_Extracted entries_
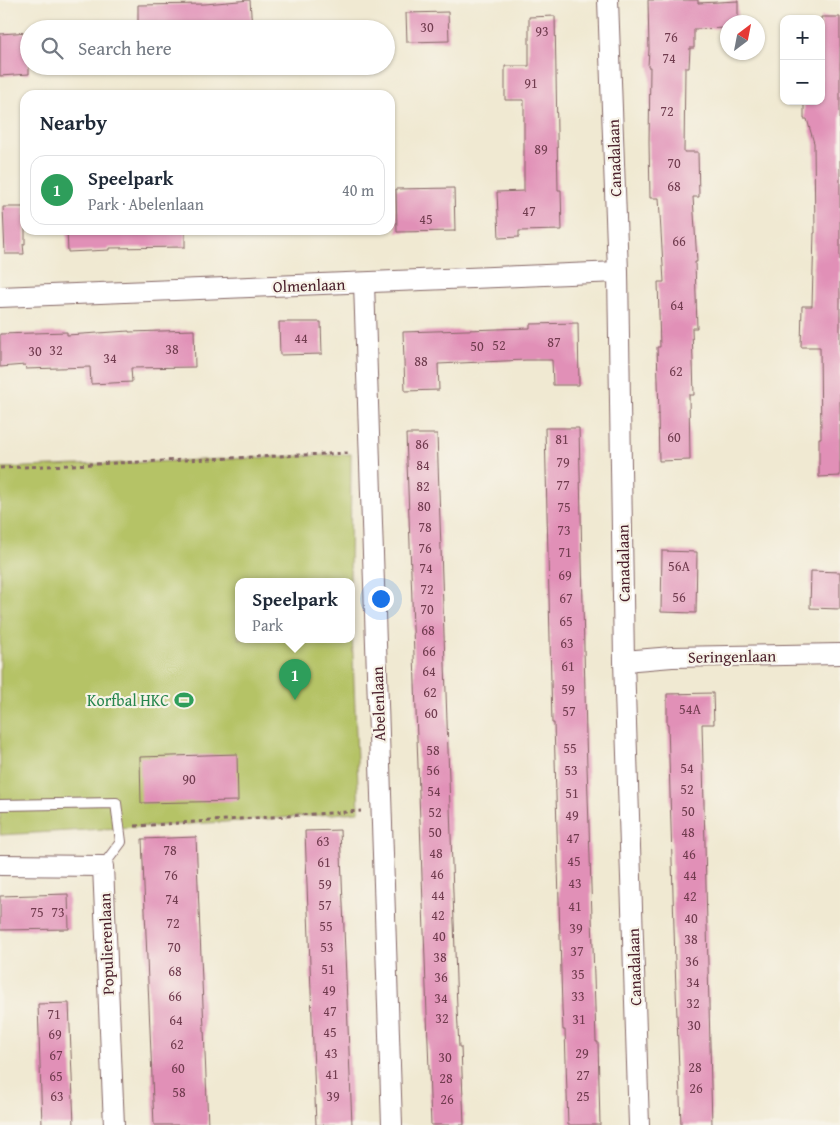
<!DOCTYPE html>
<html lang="en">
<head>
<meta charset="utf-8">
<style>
  :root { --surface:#fff; --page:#f2f2f3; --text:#1f2937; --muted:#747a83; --line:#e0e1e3; --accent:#7c3aed }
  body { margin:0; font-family:"Gentium Book Plus",serif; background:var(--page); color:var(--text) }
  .controls { position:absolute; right:15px; top:15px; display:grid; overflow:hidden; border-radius:10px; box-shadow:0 1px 4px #0004 }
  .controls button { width:45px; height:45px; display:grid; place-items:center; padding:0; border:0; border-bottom:1px solid var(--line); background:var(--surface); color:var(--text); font:25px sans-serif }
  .compass { position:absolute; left:720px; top:15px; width:45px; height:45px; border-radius:50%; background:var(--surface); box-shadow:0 1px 4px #0004; rotate:32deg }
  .you { position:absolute; left:380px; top:598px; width:18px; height:18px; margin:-12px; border:4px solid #fff; border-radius:50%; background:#1a73e8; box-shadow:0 0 0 8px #1a73e833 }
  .badge { display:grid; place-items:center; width:32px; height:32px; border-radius:50%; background:var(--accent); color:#fff; font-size:16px; font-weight:700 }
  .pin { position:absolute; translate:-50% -41px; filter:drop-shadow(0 1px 2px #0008) }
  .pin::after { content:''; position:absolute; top:26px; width:18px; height:15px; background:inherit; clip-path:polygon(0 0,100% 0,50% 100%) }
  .popup { position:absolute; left:235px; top:578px; width:120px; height:65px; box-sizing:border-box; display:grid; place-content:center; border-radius:10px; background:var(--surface); filter:drop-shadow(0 1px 4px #0005); font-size:16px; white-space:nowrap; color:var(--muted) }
  .popup b { font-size:19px; color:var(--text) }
  .popup::after { content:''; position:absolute; left:50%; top:100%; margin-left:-10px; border:10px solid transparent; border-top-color:var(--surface) }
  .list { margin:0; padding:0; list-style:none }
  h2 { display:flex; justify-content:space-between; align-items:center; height:65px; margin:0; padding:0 20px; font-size:21px }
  h2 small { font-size:16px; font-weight:400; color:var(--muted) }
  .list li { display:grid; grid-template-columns:32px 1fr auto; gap:15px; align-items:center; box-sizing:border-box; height:70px; margin:0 10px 10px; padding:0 10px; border:1px solid var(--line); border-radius:15px }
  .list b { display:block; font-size:19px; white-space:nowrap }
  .list p { margin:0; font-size:16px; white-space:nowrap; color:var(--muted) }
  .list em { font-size:16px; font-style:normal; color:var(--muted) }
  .icon { flex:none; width:28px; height:28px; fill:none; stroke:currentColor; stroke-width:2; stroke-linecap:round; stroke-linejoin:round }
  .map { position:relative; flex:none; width:840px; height:1125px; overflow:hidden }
  .search { position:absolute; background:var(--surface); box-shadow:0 1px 4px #0004; left:20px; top:20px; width:375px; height:55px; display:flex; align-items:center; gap:12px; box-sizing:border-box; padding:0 18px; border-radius:28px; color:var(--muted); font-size:19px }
  .panel { position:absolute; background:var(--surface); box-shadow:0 1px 4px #0004; left:20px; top:90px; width:375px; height:145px; border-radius:15px }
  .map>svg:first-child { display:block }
  .green { fill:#b5c366; stroke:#807148 }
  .building { fill:#e190b7 }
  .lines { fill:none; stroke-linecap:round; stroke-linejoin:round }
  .service-casing { stroke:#846665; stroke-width:12 }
  .minor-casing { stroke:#846665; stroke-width:22 }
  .path { stroke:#846665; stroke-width:3; stroke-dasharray:4 4; stroke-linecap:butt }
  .service { stroke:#fff; stroke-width:10 }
  .minor { stroke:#fff; stroke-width:20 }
  .labels { text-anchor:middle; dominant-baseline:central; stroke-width:4.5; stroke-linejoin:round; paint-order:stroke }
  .number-label { font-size:14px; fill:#703b4e }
  .street-label { font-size:16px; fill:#4a1f2b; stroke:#f7f3e8 }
  .leisure-label { font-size:16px; fill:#27864d; stroke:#f7f3e8; text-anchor:end }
</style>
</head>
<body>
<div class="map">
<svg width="840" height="1125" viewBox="0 0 840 1125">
  <rect width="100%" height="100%" fill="#f7f3e8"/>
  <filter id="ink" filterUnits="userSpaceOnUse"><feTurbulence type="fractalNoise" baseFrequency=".02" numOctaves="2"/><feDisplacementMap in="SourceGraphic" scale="10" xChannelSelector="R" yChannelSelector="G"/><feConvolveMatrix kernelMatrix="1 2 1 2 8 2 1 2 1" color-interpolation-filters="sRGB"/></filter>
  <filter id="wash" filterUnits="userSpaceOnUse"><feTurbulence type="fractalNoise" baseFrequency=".0096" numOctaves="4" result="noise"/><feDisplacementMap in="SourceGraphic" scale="20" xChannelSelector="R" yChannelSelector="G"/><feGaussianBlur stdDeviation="1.12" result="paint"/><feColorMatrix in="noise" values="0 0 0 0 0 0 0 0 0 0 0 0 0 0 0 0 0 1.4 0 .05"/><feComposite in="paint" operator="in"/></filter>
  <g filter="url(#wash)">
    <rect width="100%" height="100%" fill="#f0e9d2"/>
    <!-- green -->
    <polygon class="green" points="351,454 350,581 239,581 239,639 351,639 351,605 359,812 242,821 0,835 0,468"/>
    <g id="blocks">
      <!-- building -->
      <g class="building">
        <polygon points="250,0 252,29 138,29 138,5 205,4"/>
        <polygon points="648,0 698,0 698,3 738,1 738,22 728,22 728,28 694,29 694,48 690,48 689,68 685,68 684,152 698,152 699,197 693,197 697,262 695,262 697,328 692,328 694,395 689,395 690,460 659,461 658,414 659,414 657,347 660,347 658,282 664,282 659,198 650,198 649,142 650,67 648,67 649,49"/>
        <polygon points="448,12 449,41 407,42 406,13"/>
        <polygon points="555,16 558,190 561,190 562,230 519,231 519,237 499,238 497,192 524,191 524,100 505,100 505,66 529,66 529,17"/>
        <polygon points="821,17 840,17 840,476 819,477 819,438 821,438 820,347 801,347 802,306 812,306 814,233 815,233 814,143 807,119 804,119 804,101 821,101"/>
        <polygon points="29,32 29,74 0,76 0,34"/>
        <polygon points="454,188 455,231 397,232 396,189"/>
        <polygon points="3,207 25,207 25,244 23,244 24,254 5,254"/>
        <polygon points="67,230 185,230 185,247 109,248 109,250 68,252"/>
        <polygon points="279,322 321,322 322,354 280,355"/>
        <polygon points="578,323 579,385 553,385 552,360 526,360 438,364 439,390 405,391 403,332 530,328 530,324"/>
        <polygon points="194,330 195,367 131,368 132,382 91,384 90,367 26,369 25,365 0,367 0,334 67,332 67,335 129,331 129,332"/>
        <polygon points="545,428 579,428 586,736 595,1007 596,1042 598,1042 600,1125 568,1125 565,1030 563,1030 562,1008 554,723 552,723"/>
        <polygon points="406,434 437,434 457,1008 459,1047 461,1047 464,1125 431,1125"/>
        <polygon points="662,551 697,552 696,613 661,612"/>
        <polygon points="811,571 840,572 840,609 810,608"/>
        <polygon points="713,693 714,724 702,724 712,1125 681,1125 675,962 668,724 667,724 667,694"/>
        <polygon points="237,754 238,801 141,803 140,757"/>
        <polygon points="340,830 352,1125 316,1125 305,831"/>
        <polygon points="196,837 208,1125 154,1125 142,839"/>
        <polygon points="68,894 69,929 0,930 0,896"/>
        <polygon points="69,1003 74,1125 42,1125 38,1004"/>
      </g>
    </g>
  </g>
  <g filter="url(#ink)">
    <use href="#blocks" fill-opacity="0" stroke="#846665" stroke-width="1"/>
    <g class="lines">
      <!-- service casing -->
      <g class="service-casing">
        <polyline id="service" points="0,805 116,803 121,842 103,866"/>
      </g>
      <!-- minor casing -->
      <g class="minor-casing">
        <g id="minor">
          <polyline points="608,0 618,272 624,661 639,1125"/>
          <polyline points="364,283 392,1125"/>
          <polyline points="0,297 618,272"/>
          <polyline points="624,661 672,657 840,654"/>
          <polyline points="0,865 103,866 114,1125"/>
        </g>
      </g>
      <!-- path -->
      <g class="path">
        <polyline points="0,468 349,453"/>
        <polyline points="135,826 361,811"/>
      </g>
      <!-- service -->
      <use href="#service" class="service"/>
      <!-- minor -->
      <use href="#minor" class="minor"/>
    </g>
  </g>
  <!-- icons -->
  <defs>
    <g id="stadium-bare" transform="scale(1.5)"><path d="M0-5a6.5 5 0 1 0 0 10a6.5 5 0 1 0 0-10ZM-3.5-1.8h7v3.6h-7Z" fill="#2e9e5b" stroke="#f7f3e8" stroke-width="2.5" paint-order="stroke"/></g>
  </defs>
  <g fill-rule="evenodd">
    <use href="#stadium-bare" x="184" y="700"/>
  </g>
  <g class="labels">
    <!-- number labels -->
    <g class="number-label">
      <text x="427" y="27">30</text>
      <text x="542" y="31">93</text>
      <text x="671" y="37">76</text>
      <text x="669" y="58">74</text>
      <text x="531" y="83">91</text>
      <text x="667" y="111">72</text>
      <text x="541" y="149">89</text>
      <text x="674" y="163">70</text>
      <text x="674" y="186">68</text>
      <text x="529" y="211">47</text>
      <text x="426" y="219">45</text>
      <text x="679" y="241">66</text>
      <text x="677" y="305">64</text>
      <text x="301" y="338">44</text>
      <text x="554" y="342">87</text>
      <text x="499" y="345">52</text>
      <text x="477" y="346">50</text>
      <text x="172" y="349">38</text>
      <text x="56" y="350">32</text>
      <text x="35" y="351">30</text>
      <text x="110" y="358">34</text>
      <text x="421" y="361">88</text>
      <text x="676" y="371">62</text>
      <text x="674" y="437">60</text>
      <text x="562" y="439">81</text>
      <text x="422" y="444">86</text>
      <text x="563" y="462">79</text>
      <text x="423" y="465">84</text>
      <text x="563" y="485">77</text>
      <text x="423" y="486">82</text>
      <text x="424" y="506">80</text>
      <text x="564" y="507">75</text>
      <text x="425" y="527">78</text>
      <text x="564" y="530">73</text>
      <text x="425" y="548">76</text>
      <text x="565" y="552">71</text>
      <text x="679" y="566">56A</text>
      <text x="426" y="568">74</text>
      <text x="565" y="575">69</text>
      <text x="427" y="589">72</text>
      <text x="679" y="597">56</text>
      <text x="566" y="598">67</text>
      <text x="427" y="609">70</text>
      <text x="566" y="621">65</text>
      <text x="428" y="630">68</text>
      <text x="567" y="643">63</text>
      <text x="429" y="651">66</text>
      <text x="568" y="666">61</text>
      <text x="429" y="671">64</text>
      <text x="568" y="689">59</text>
      <text x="430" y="692">62</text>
      <text x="690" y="709">54A</text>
      <text x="569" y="711">57</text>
      <text x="431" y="713">60</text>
      <text x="570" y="748">55</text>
      <text x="433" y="750">58</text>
      <text x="687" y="768">54</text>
      <text x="433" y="770">56</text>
      <text x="571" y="770">53</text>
      <text x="189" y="779">90</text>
      <text x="687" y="789">52</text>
      <text x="434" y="791">54</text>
      <text x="572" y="793">51</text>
      <text x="688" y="811">50</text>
      <text x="435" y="812">52</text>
      <text x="572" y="815">49</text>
      <text x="435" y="832">50</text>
      <text x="688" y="832">48</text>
      <text x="573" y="838">47</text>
      <text x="323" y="841">63</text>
      <text x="170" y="850">78</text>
      <text x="436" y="853">48</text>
      <text x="689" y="854">46</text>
      <text x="574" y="861">45</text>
      <text x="324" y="862">61</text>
      <text x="437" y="874">46</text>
      <text x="171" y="875">76</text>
      <text x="690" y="875">44</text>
      <text x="575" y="883">43</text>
      <text x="325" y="884">59</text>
      <text x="438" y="895">44</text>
      <text x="690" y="896">42</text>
      <text x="172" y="899">74</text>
      <text x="325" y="905">57</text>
      <text x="575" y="906">41</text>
      <text x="37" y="912">75</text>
      <text x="58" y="912">73</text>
      <text x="438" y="915">42</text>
      <text x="691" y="918">40</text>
      <text x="173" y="923">72</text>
      <text x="326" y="926">55</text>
      <text x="576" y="928">39</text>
      <text x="439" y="936">40</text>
      <text x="691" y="939">38</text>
      <text x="174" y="947">70</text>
      <text x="327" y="947">53</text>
      <text x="577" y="951">37</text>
      <text x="440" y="957">38</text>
      <text x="692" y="961">36</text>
      <text x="328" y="969">51</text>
      <text x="175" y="971">68</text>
      <text x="578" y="974">35</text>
      <text x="441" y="977">36</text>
      <text x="693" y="982">34</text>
      <text x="329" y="990">49</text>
      <text x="175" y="996">66</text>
      <text x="578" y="996">33</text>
      <text x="441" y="998">34</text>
      <text x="693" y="1003">32</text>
      <text x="330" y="1011">47</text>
      <text x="54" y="1014">71</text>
      <text x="442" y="1018">32</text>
      <text x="579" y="1019">31</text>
      <text x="176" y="1020">64</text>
      <text x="694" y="1025">30</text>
      <text x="330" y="1032">45</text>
      <text x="55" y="1034">69</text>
      <text x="177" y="1044">62</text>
      <text x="331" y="1053">43</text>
      <text x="582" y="1053">29</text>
      <text x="56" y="1055">67</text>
      <text x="445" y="1057">30</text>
      <text x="695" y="1067">28</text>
      <text x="178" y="1068">60</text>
      <text x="332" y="1074">41</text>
      <text x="583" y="1075">27</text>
      <text x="56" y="1076">65</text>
      <text x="446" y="1078">28</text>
      <text x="696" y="1088">26</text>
      <text x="179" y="1092">58</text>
      <text x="57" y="1096">63</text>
      <text x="333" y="1096">39</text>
      <text x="583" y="1096">25</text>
      <text x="447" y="1099">26</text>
    </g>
    <!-- street labels -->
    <g class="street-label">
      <text transform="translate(614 158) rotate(-92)">Canadalaan</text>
      <text transform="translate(309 285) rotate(-2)">Olmenlaan</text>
      <text transform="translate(623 563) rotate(-91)">Canadalaan</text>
      <text transform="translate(732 656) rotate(-1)">Seringenlaan</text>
      <text transform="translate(378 704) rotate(-92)">Abelenlaan</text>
      <text transform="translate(106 944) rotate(-92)">Populierenlaan</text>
      <text transform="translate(634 967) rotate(-92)">Canadalaan</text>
    </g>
    <!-- leisure labels -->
    <g class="leisure-label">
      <text x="169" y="700">Korfbal HKC</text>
    </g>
  </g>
</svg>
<div class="controls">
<button>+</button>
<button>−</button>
</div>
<svg class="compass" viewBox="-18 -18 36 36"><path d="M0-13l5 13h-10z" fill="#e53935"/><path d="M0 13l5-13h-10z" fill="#747a83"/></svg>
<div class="you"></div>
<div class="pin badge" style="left:295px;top:700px;background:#2e9e5b">1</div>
<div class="popup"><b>Speelpark</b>Park</div>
<div class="search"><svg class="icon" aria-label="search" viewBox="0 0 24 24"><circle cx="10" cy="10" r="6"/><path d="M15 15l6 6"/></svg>Search here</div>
<section class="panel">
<h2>Nearby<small></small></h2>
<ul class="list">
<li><span class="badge" style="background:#2e9e5b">1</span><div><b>Speelpark</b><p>Park · Abelenlaan</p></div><em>40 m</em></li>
</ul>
</section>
</div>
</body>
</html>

_Work task_
Above are records; repeat only the lines starting at the line with "content:''; position:absolute; top:26px;" and ending at the line with "flex:none; width:28px; height:28px;", exactly as they appear, both included.

_Written reply_
  .pin::after { content:''; position:absolute; top:26px; width:18px; height:15px; background:inherit; clip-path:polygon(0 0,100% 0,50% 100%) }
  .popup { position:absolute; left:235px; top:578px; width:120px; height:65px; box-sizing:border-box; display:grid; place-content:center; border-radius:10px; background:var(--surface); filter:drop-shadow(0 1px 4px #0005); font-size:16px; white-space:nowrap; color:var(--muted) }
  .popup b { font-size:19px; color:var(--text) }
  .popup::after { content:''; position:absolute; left:50%; top:100%; margin-left:-10px; border:10px solid transparent; border-top-color:var(--surface) }
  .list { margin:0; padding:0; list-style:none }
  h2 { display:flex; justify-content:space-between; align-items:center; height:65px; margin:0; padding:0 20px; font-size:21px }
  h2 small { font-size:16px; font-weight:400; color:var(--muted) }
  .list li { display:grid; grid-template-columns:32px 1fr auto; gap:15px; align-items:center; box-sizing:border-box; height:70px; margin:0 10px 10px; padding:0 10px; border:1px solid var(--line); border-radius:15px }
  .list b { display:block; font-size:19px; white-space:nowrap }
  .list p { margin:0; font-size:16px; white-space:nowrap; color:var(--muted) }
  .list em { font-size:16px; font-style:normal; color:var(--muted) }
  .icon { flex:none; width:28px; height:28px; fill:none; stroke:currentColor; stroke-width:2; stroke-linecap:round; stroke-linejoin:round }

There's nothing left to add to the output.